— Exercise description —
Below is a listing to copy exactly; no image goes into the copy.
Top of Supplied material
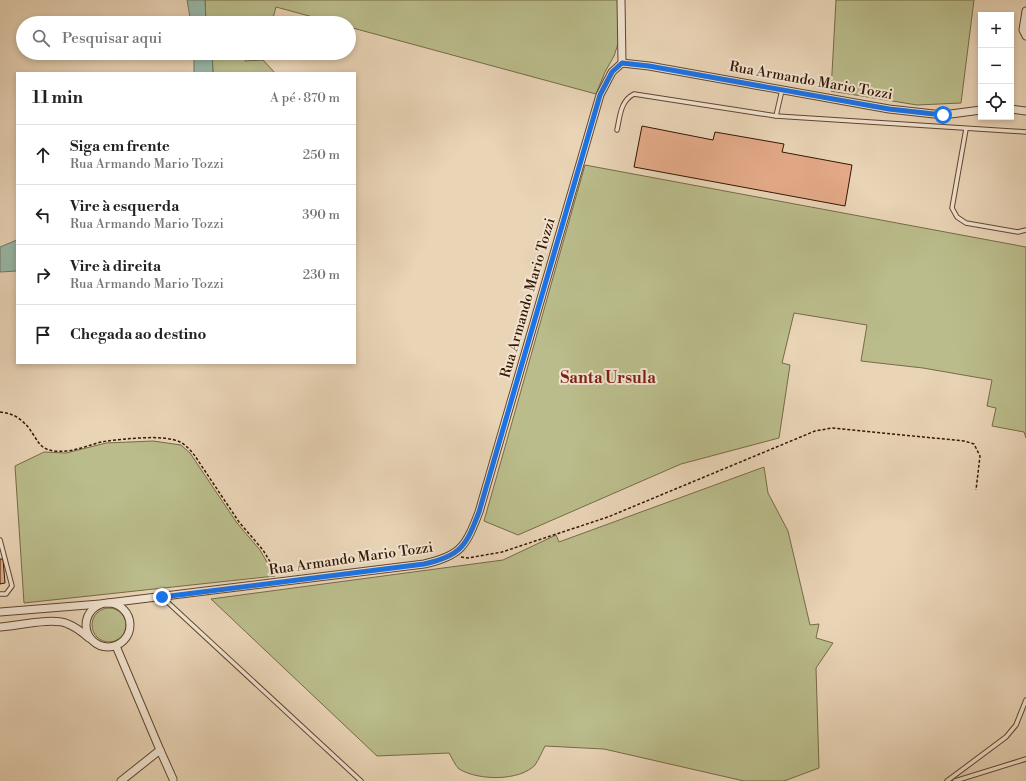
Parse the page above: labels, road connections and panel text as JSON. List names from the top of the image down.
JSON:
{
  "streets": {
    "street": ["Rua Armando Mario Tozzi"]
  },
  "districts": ["Santa Ursula"],
  "page": {
    "map_buttons": ["+", "−"],
    "search": "Pesquisar aqui",
    "heading": ["11 min", "A pé · 870 m"],
    "list": [
      ["Siga em frente", "Rua Armando Mario Tozzi", "250 m"],
      ["Vire à esquerda", "Rua Armando Mario Tozzi", "390 m"],
      ["Vire à direita", "Rua Armando Mario Tozzi", "230 m"],
      "Chegada ao destino"
    ]
  }
}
Bottom of Supplied material
— Solution —
Parse the page above: labels, road connections and panel text as JSON. List names from the top of the image down.
JSON:
{
  "streets": {
    "street": ["Rua Armando Mario Tozzi"]
  },
  "districts": ["Santa Ursula"],
  "page": {
    "map_buttons": ["+", "−"],
    "search": "Pesquisar aqui",
    "heading": ["11 min", "A pé · 870 m"],
    "list": [
      ["Siga em frente", "Rua Armando Mario Tozzi", "250 m"],
      ["Vire à esquerda", "Rua Armando Mario Tozzi", "390 m"],
      ["Vire à direita", "Rua Armando Mario Tozzi", "230 m"],
      "Chegada ao destino"
    ]
  }
}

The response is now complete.